Collected data:
============
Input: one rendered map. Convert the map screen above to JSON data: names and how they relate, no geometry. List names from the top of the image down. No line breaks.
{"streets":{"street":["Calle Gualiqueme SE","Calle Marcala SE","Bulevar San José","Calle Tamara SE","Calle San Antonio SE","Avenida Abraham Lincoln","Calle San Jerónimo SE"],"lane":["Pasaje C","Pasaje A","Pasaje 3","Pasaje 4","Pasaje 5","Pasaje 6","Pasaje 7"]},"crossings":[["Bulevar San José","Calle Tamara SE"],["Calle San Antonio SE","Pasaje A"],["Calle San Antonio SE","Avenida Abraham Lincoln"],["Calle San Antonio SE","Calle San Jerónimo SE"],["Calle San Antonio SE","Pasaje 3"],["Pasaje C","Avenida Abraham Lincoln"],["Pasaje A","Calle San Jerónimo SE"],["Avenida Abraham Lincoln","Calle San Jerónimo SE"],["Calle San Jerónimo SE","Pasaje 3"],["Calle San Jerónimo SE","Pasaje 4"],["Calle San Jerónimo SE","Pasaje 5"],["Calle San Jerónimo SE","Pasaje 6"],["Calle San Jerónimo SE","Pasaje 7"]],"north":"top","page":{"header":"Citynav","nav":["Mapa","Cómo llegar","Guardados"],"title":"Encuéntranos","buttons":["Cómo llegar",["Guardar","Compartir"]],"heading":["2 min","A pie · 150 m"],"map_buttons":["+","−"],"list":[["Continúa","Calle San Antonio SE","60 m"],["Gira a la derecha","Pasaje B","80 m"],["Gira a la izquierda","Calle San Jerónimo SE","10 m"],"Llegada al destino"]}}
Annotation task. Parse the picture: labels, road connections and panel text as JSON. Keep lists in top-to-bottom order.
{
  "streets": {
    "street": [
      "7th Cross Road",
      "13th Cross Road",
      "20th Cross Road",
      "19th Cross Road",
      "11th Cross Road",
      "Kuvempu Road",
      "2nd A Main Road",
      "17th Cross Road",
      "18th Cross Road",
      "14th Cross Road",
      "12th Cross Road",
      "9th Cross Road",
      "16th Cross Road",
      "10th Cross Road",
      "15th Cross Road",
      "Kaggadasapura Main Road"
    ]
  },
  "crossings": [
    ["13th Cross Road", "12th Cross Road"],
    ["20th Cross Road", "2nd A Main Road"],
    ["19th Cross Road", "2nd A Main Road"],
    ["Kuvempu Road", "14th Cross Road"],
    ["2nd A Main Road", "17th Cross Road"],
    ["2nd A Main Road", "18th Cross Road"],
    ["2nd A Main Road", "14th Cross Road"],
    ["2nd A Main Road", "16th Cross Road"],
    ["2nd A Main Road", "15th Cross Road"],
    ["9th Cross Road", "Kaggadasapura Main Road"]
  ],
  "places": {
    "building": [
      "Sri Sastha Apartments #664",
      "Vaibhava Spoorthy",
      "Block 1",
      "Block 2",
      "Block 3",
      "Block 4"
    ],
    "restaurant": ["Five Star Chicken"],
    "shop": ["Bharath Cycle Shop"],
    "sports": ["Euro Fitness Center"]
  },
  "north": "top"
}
============
_Prompt:_ While keeping every line the same, please copy out all the records.

_Exercise answer:_
Input: one rendered map. Convert the map screen above to JSON data: names and how they relate, no geometry. List names from the top of the image down. No line breaks.
{"streets":{"street":["Calle Gualiqueme SE","Calle Marcala SE","Bulevar San José","Calle Tamara SE","Calle San Antonio SE","Avenida Abraham Lincoln","Calle San Jerónimo SE"],"lane":["Pasaje C","Pasaje A","Pasaje 3","Pasaje 4","Pasaje 5","Pasaje 6","Pasaje 7"]},"crossings":[["Bulevar San José","Calle Tamara SE"],["Calle San Antonio SE","Pasaje A"],["Calle San Antonio SE","Avenida Abraham Lincoln"],["Calle San Antonio SE","Calle San Jerónimo SE"],["Calle San Antonio SE","Pasaje 3"],["Pasaje C","Avenida Abraham Lincoln"],["Pasaje A","Calle San Jerónimo SE"],["Avenida Abraham Lincoln","Calle San Jerónimo SE"],["Calle San Jerónimo SE","Pasaje 3"],["Calle San Jerónimo SE","Pasaje 4"],["Calle San Jerónimo SE","Pasaje 5"],["Calle San Jerónimo SE","Pasaje 6"],["Calle San Jerónimo SE","Pasaje 7"]],"north":"top","page":{"header":"Citynav","nav":["Mapa","Cómo llegar","Guardados"],"title":"Encuéntranos","buttons":["Cómo llegar",["Guardar","Compartir"]],"heading":["2 min","A pie · 150 m"],"map_buttons":["+","−"],"list":[["Continúa","Calle San Antonio SE","60 m"],["Gira a la derecha","Pasaje B","80 m"],["Gira a la izquierda","Calle San Jerónimo SE","10 m"],"Llegada al destino"]}}
Annotation task. Parse the picture: labels, road connections and panel text as JSON. Keep lists in top-to-bottom order.
{
  "streets": {
    "street": [
      "7th Cross Road",
      "13th Cross Road",
      "20th Cross Road",
      "19th Cross Road",
      "11th Cross Road",
      "Kuvempu Road",
      "2nd A Main Road",
      "17th Cross Road",
      "18th Cross Road",
      "14th Cross Road",
      "12th Cross Road",
      "9th Cross Road",
      "16th Cross Road",
      "10th Cross Road",
      "15th Cross Road",
      "Kaggadasapura Main Road"
    ]
  },
  "crossings": [
    ["13th Cross Road", "12th Cross Road"],
    ["20th Cross Road", "2nd A Main Road"],
    ["19th Cross Road", "2nd A Main Road"],
    ["Kuvempu Road", "14th Cross Road"],
    ["2nd A Main Road", "17th Cross Road"],
    ["2nd A Main Road", "18th Cross Road"],
    ["2nd A Main Road", "14th Cross Road"],
    ["2nd A Main Road", "16th Cross Road"],
    ["2nd A Main Road", "15th Cross Road"],
    ["9th Cross Road", "Kaggadasapura Main Road"]
  ],
  "places": {
    "building": [
      "Sri Sastha Apartments #664",
      "Vaibhava Spoorthy",
      "Block 1",
      "Block 2",
      "Block 3",
      "Block 4"
    ],
    "restaurant": ["Five Star Chicken"],
    "shop": ["Bharath Cycle Shop"],
    "sports": ["Euro Fitness Center"]
  },
  "north": "top"
}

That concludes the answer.